# Snuggles goes home



## plenty pets 20 (Jul 8, 2006)

Our little boy Snuggles that was a miracle boy to survive his one month stay at the animal control, has gone to his forever home. 
His new Dad flew down from Washington to get him. He has settled in wonderfully and loves the new family and they him. What a happy ending for this sweet boy.


----------



## allheart (Oct 3, 2008)

Oh my God, I am going to cry!!!!!!!!!!!!!! Thank you Edie!!!! Oh I have to share, is that okay?? Oh he is precious, God love him and all of you!!!!!


----------



## plenty pets 20 (Jul 8, 2006)

Yes, Please share with everyone. It is a miracle he pulled though and now looks soooo great. Thanks to help from so many.


----------



## allheart (Oct 3, 2008)

plenty pets 20 said:


> Yes, Please share with everyone. It is a miracle he pulled though and now looks soooo great. Thanks to help from so many.


 
Edie, it is beyond a miracle. THANK YOU!!!!!!!!!!!!


----------



## Summergirl73 (Sep 18, 2011)

YEAAHHHHH for Snuggles and his new family! Great news indeed ♥ .


----------



## lynda (Oct 11, 2005)

Edie, I think you have angel's wings, bless you.


----------



## Sylie (Apr 4, 2011)

:heart: We must treasure these happy endings. His dad looks so happy.:chili:Good for you Snuggles...good boy!


----------



## allheart (Oct 3, 2008)

Edie, sharing and people are dancing in the street!!!! I know there are many more, but oh to embrace this miracle. THANK YOU.


----------



## aprilb (Jul 9, 2010)

Edie-what a great pic!:wub: I'm so happy about Snuggles since we helped to save his little life. It warms my heart to know he is happy and in a good home. He looks so cute and it is hard to believe he was once in such bad shape. Thank you so much for posting this info. You made my day!:chili::chili:


----------



## RudyRoo (Jun 24, 2011)

I am so happy for him! He looks fabulous. That is one handsome duo!


----------



## *Missy* (Oct 7, 2011)

What a great Picture and story makes me tear up to see a happy ending! Such a cutie


----------



## edelweiss (Apr 23, 2010)

Sometimes the English language is not wide enough to express such joy that one feels in times such as this! Simply YIPPEE doesn't reach!
The photo says it all. . . well not all, but enough!


----------



## bentleybsmom (Sep 5, 2011)

yeah for snuggles. i love happy beginings of a new life:chili::chili:


----------



## Canada (Jun 4, 2009)

They look like a splendid match! :wub:
I am so happy for Snuggles!


----------



## Lacie's Mom (Oct 11, 2006)

He looks wonderful. Can't believe he made such a miraculous recovery. I'm soooo happy that he has his furever home. He deserves to be truly spoiled after all he went through.

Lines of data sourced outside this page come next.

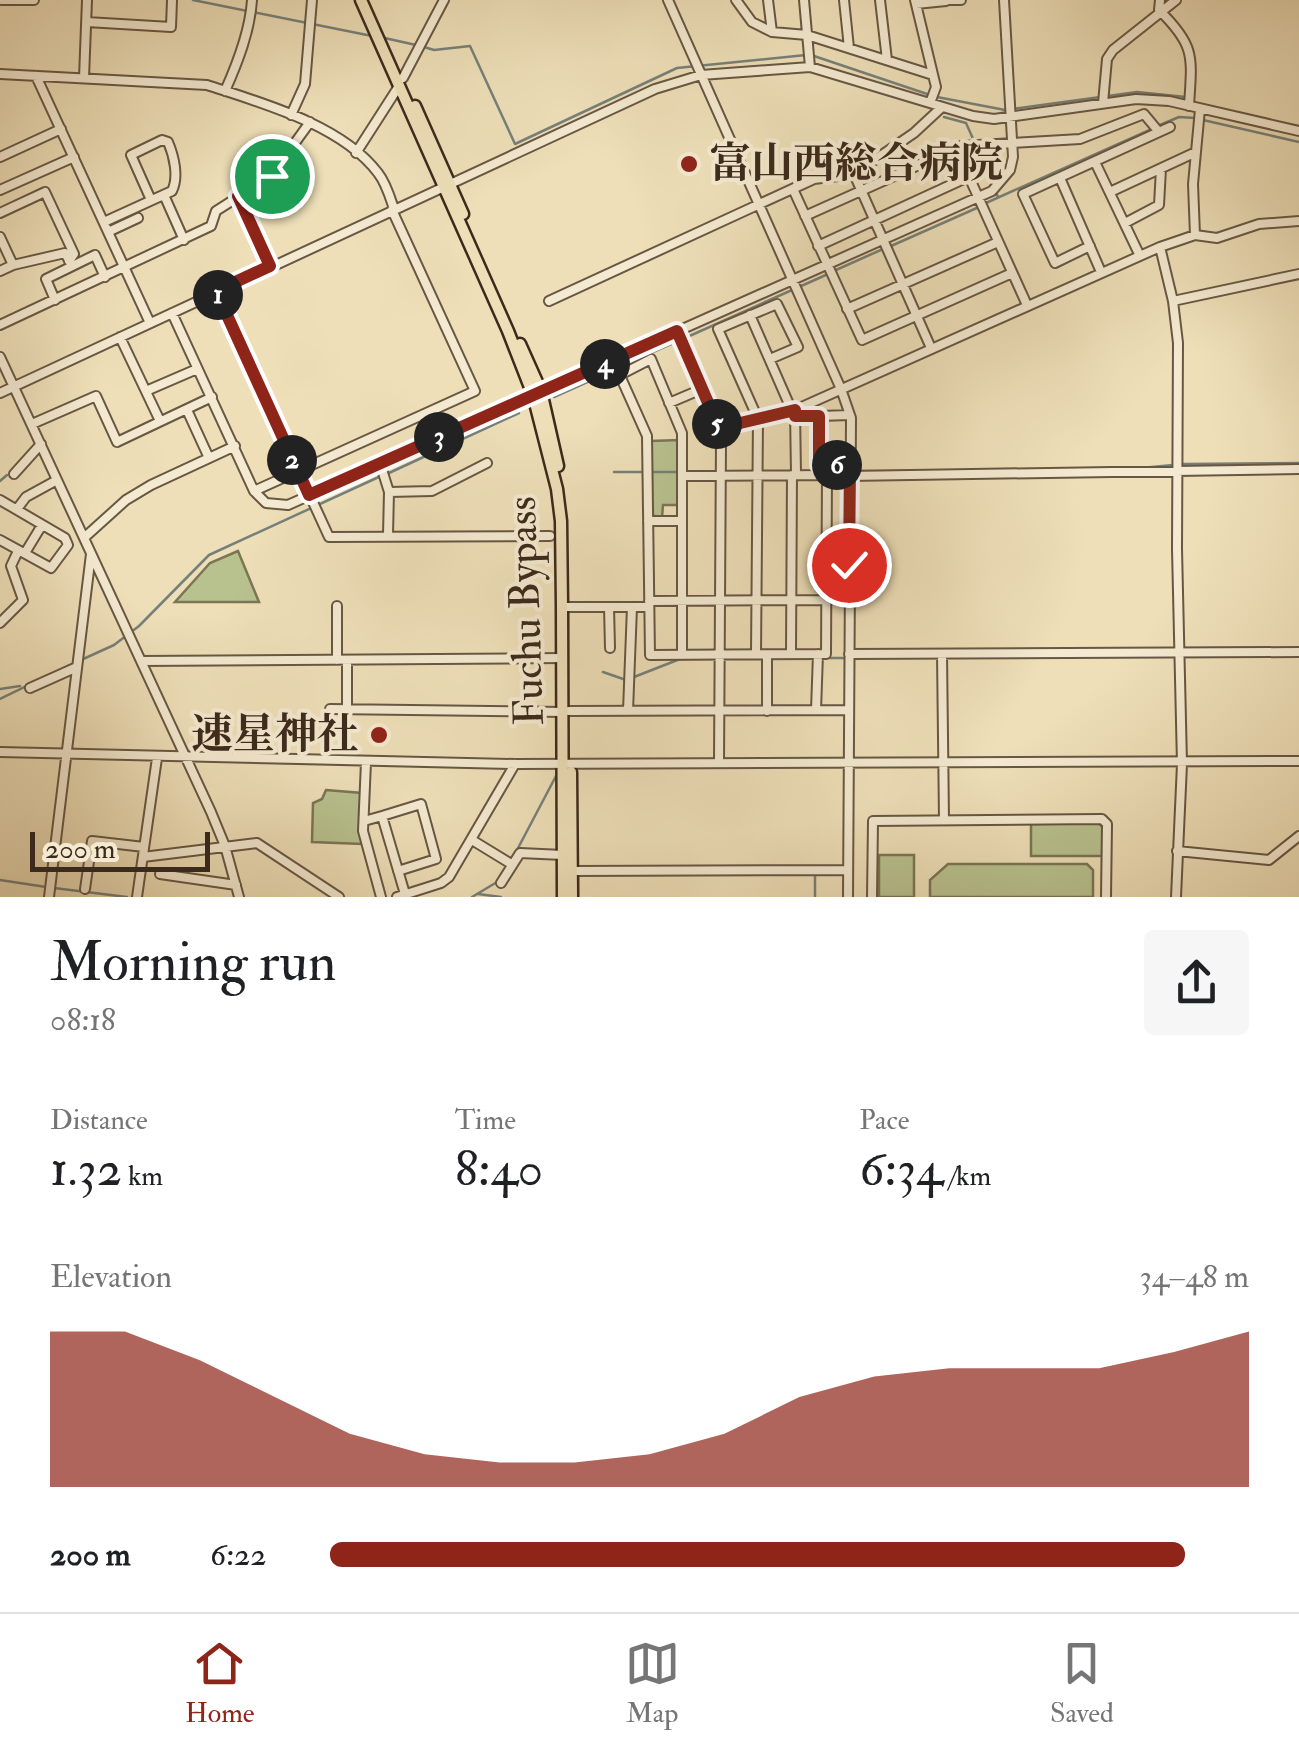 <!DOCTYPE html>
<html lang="en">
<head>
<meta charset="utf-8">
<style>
  body { margin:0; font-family:"IM FELL Double Pica","Noto Serif JP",serif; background:#f6f6f6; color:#202124; height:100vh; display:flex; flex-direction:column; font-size:38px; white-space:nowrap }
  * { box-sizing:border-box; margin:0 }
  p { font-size:32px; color:#757577 }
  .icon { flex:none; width:55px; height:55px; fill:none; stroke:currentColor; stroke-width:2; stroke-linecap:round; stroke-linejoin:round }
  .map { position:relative; height:897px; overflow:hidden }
  .drawer { display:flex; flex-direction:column; background:#fff; flex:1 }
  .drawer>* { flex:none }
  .scale { position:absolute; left:30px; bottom:25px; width:180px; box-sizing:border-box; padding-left:10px; border:5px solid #3c2a1c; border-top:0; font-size:28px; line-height:35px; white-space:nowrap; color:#3c2a1c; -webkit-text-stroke:8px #f4ead1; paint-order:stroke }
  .pin { position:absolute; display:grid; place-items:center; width:85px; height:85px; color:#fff; margin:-42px; border:5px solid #fff; border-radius:50%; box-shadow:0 2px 10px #0007 }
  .km { position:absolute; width:50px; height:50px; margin:-25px; border-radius:50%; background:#222; color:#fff; font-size:28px; line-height:50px; text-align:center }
  .round { display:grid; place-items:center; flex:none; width:105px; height:105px; border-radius:10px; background:#f6f6f6 }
  .overview { display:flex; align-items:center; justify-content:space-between; height:170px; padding:0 50px }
  h1 { font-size:55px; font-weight:600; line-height:75px }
  .figures { display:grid; grid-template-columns:repeat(3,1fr); gap:15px; height:170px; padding:10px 50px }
  .figures div { display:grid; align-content:center }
  .figures b { font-size:50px; font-weight:600 }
  .figures small { font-size:28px; font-weight:400 }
  .figures p { font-size:28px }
  .chart { height:280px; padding:20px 50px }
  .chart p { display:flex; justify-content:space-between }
  .chart svg { width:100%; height:180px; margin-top:10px; fill:#8f2418; opacity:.7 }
  ul { padding:0 50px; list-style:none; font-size:32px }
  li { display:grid; grid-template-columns:160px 120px 1fr; align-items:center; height:75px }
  li i { height:25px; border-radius:12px; background:#8f2418 }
  .tabs { display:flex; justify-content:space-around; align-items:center; height:140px; border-top:2px solid #e0e0e0; background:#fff; font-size:28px; color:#757577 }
  .tabs a { display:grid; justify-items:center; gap:5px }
  .tabs .current { color:#8f2418 }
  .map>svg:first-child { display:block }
  .green { fill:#b8c28f; stroke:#7a7656; stroke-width:2.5 }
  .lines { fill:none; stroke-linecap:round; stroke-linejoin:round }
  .stream { stroke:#76807a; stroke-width:2.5 }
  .minor-casing { stroke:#685743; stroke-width:12 }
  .highway-casing { stroke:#3c2a1c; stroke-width:15 }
  .minor { stroke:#f4ead1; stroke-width:8 }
  .highway { stroke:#eedfb8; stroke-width:10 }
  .route-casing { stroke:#fff; stroke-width:20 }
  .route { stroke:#8f2418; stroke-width:12 }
  .poi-dot { fill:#8f2418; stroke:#f4ead1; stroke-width:4 }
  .labels { text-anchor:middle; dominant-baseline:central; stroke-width:8; stroke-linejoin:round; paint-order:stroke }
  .poi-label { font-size:42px; font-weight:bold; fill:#3c2a1c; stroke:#f4ead1; text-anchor:start }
  .street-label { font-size:42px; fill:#3c2a1c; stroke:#f4ead1 }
</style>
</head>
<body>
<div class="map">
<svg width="1299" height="897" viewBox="0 0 1299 897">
  <rect width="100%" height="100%" fill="#eedfb8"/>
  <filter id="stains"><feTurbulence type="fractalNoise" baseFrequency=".002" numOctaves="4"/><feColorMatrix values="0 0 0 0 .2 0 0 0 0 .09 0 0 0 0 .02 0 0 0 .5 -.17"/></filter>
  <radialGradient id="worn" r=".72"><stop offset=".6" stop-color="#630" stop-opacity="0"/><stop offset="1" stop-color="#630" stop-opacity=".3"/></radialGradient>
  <path class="green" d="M680 440V505H663L662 518 651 515 650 441Z
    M238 551 259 602H175L210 563Z
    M326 790 362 793V844L312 842 313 803 322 799Z
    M1098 823 1103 827V856H1031V824Z
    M879 855H914V897H879Z
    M948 864H1087L1093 870V897H930V880Z"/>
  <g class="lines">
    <path class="stream" d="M193 0 372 36
      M380 37 416 45
      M424 47 434 50 470 46 515 144 677 68 806 55
      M814 56 930 95
      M937 97 1005 110 1137 92 1186 97
      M944 117 966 123 974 141
      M1203 120 1299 142
      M1160 125 1179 117 1195 118
      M978 149 998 197
      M986 203 1152 129
      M891 246 979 207
      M836 270 883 249
      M799 287 828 274
      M685 338 792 290
      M621 366 678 341
      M554 397 614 370
      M1181 464 1299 463
      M1141 468 1173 465
      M801 471H848
      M856 471H958
      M614 472H643
      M651 472H678
      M389 473 519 413
      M0 481 7 475
      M830 604H843
      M771 658H858
      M81 660 114 645 139 626 209 555 381 476
      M603 672 626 680
      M634 677 680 659 763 658
      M0 689 20 686
      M0 699 74 663
      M517 850 556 776
      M815 874V897
      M0 880 46 887
      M54 888 127 897
      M478 894 501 897
      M472 897 497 882
      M578 897V876"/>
    <g class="minor-casing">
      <path id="minor" d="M2 0H34
        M668 0 841 389 851 418 848 897
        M736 0 752 22 772 32 807 35 933 75
        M768 0 772 32
        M804 0 810 67
        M844 0 849 48
        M880 0 887 60
        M915 0 936 87 930 103
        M944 0H961
        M1160 0 1159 10C1196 46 1192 57 1189 106
        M916 4 946 1
        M87 22 171 27 172 0
        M0 74 207 85C262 103 342 125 378 173 386 183 390 197 394 209
        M36 76 150 323
        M84 78 87 0
        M403 78 444 0
        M225 91C238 62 250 31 252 0
        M1103 103 1107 59 1113 50 1176 0
        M291 115 305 84 312 0
        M956 148 1027 305
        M356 153 399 86
        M0 157 61 129
        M1095 162 1140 256
        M854 174 931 348
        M1060 178 1101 272
        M793 189 862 340 1012 273
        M0 190 74 157
        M1110 192 1196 152
        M164 195 184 240
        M238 196 270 266
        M0 213 45 192 74 254 69 261
        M805 216 961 146 1080 139 1144 114 1159 132
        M104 222 172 191C179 177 174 156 168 142L162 140 131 155 151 200
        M1125 223 1159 205 1161 169
        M108 232 138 218
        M1195 235 1193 184 1200 109
        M0 237 13 265
        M818 246 968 177
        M1090 246 1055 263 1023 194 1170 127
        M1160 247 1173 301 1178 343 1177 549 1182 764 1176 897
        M0 271 13 265 65 253 70 262
        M216 291 329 537 550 536
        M55 300 46 279 95 255 105 277
        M549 301 814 179 854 174 914 133 942 107
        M1173 301 1299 274
        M847 309 998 242
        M172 313 254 491 266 503 288 505 992 191 1010 170 1013 157 1004 0
        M750 315 792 411
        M0 325 211 226 216 211 271 176 310 122
        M677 331 719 429 721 442 719 763
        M120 337 160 421
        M0 357 211 812 225 846 239 897
        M613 360 647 436 650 655 826 654 827 475 683 476
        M620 375 651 359 682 433V655
        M146 391 197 369
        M0 393 655 89 701 75 810 67 973 116 994 119 1136 99 1169 101 1299 131
        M669 403 702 389
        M187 410 209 458
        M795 410 796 475
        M32 424 96 396 117 442 212 397
        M719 429 795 410 1160 247 1195 235 1217 238 1259 224 1299 221
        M380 463 389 492 388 535
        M850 465H819V416L850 415
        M14 474 41 444
        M849 476 1299 469
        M254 491 475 391 392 210
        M389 492 432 491 487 463
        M0 500 65 538 68 545 51 568 0 540
        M17 509 26 497 57 480
        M648 521H682
        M85 537 126 500 151 485 235 446
        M25 553 42 525
        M649 601 826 600
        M337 606V660
        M567 607H645
        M609 607 610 648
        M0 623 23 600 11 566 18 551
        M756 654 758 419 718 329 777 304 798 347 770 359
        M791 654 792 475
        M849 654 1299 652
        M942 654 944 820
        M141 661 563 658
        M30 688 77 667
        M330 709 563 712
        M347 709V660
        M816 710 818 654
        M569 711 848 710
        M628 711 632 607
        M767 711V655
        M0 752 515 764 1299 761
        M366 762 363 831 381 897
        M382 816 421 804 436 859 398 871
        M364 821 382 816 405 894
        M472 840 508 862
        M1177 851 1269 860 1299 836
        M143 857 257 843 339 897
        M572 871 848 870
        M160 874 236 885
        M501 883 520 853 563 855
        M85 889 92 841 144 847
        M49 897 91 554
        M137 897 157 758
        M397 897 441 883 449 877 515 764
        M872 897 873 821 1102 819 1107 824 1106 897"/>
    </g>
    <g class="highway-casing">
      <path id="highway" d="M361 0 508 331 533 395 557 489 561 521 562 606 563 897
        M415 106 463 214
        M520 344 541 391 558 466
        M571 772 572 897"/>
    </g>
    <use href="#minor" class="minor"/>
    <use href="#highway" class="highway"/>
  </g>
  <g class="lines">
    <g class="route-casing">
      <path id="route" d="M272 176 238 196 270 266 216 291 309 495 677 331 719 428 795 410V416H819V465H850L849 565"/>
    </g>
    <use href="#route" class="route"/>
  </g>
  <g class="poi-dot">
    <circle cx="689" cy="164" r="10"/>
    <circle cx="379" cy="735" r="10"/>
  </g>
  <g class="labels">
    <g class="poi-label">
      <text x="709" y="164">富山西総合病院</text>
      <text x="359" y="735" text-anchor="end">速星神社</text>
    </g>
    <g class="street-label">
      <text transform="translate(526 611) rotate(-92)">Fuchu Bypass</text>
    </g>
  </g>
  <rect width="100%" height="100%" filter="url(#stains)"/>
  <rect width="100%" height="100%" fill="url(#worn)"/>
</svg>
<div class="scale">200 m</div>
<div class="pin" style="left:272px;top:176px;background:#1e9e55"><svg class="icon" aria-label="arrive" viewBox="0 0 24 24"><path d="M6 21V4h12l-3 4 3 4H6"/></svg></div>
<div class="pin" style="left:849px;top:565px;background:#d93025"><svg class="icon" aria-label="check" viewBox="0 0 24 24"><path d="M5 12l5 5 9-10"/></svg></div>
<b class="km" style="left:218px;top:295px">1</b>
<b class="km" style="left:292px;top:460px">2</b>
<b class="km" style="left:439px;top:437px">3</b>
<b class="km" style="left:605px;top:364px">4</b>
<b class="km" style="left:717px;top:424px">5</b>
<b class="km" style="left:837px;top:465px">6</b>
</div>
<section class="drawer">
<div class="overview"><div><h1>Morning run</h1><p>08:18</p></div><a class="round"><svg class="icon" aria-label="share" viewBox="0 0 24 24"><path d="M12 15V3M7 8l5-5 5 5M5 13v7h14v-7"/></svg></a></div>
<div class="figures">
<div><p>Distance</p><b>1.32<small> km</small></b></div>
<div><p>Time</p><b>8:40</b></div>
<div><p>Pace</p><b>6:34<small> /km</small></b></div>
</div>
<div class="chart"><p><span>Elevation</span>34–48 m</p>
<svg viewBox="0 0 160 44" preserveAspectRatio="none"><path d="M0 44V6L10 6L20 13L30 22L40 31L50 36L60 38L70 38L80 36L90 31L100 22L110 17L120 15L130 15L140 15L150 11L160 6V44z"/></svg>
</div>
<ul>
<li><b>200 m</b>6:22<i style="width:93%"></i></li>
</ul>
</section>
<nav class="tabs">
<a class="current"><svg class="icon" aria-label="home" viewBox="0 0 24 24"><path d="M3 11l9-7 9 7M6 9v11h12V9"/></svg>Home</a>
<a><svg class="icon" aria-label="map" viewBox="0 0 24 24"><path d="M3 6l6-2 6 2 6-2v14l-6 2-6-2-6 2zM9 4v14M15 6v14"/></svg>Map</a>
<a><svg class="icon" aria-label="saved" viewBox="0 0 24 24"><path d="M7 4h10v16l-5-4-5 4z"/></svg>Saved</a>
</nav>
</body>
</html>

This brings tears of joy to my face.


----------



## MoonDog (Jun 6, 2011)

Remember when we all "Snuggled Snuggles"? What a wonderful ending to this baby's journey. Now for the beginning of his happy life! Living the life he deserves. WE LOVE YOU SNUGGLES!!!


----------



## Snowball Pie's Mommi (Oct 16, 2008)

This is such wonderful news! It's making my night to read and see that Snuggles will now have a happy life in his new forever home. His new Dad looks so happy, too! 

Thank you, Earth Angels Edie and Bronwyn.


----------



## michellerobison (Dec 17, 2009)

What a great ending to a terrible and tragic beginning. It's what love can do!:wub:


----------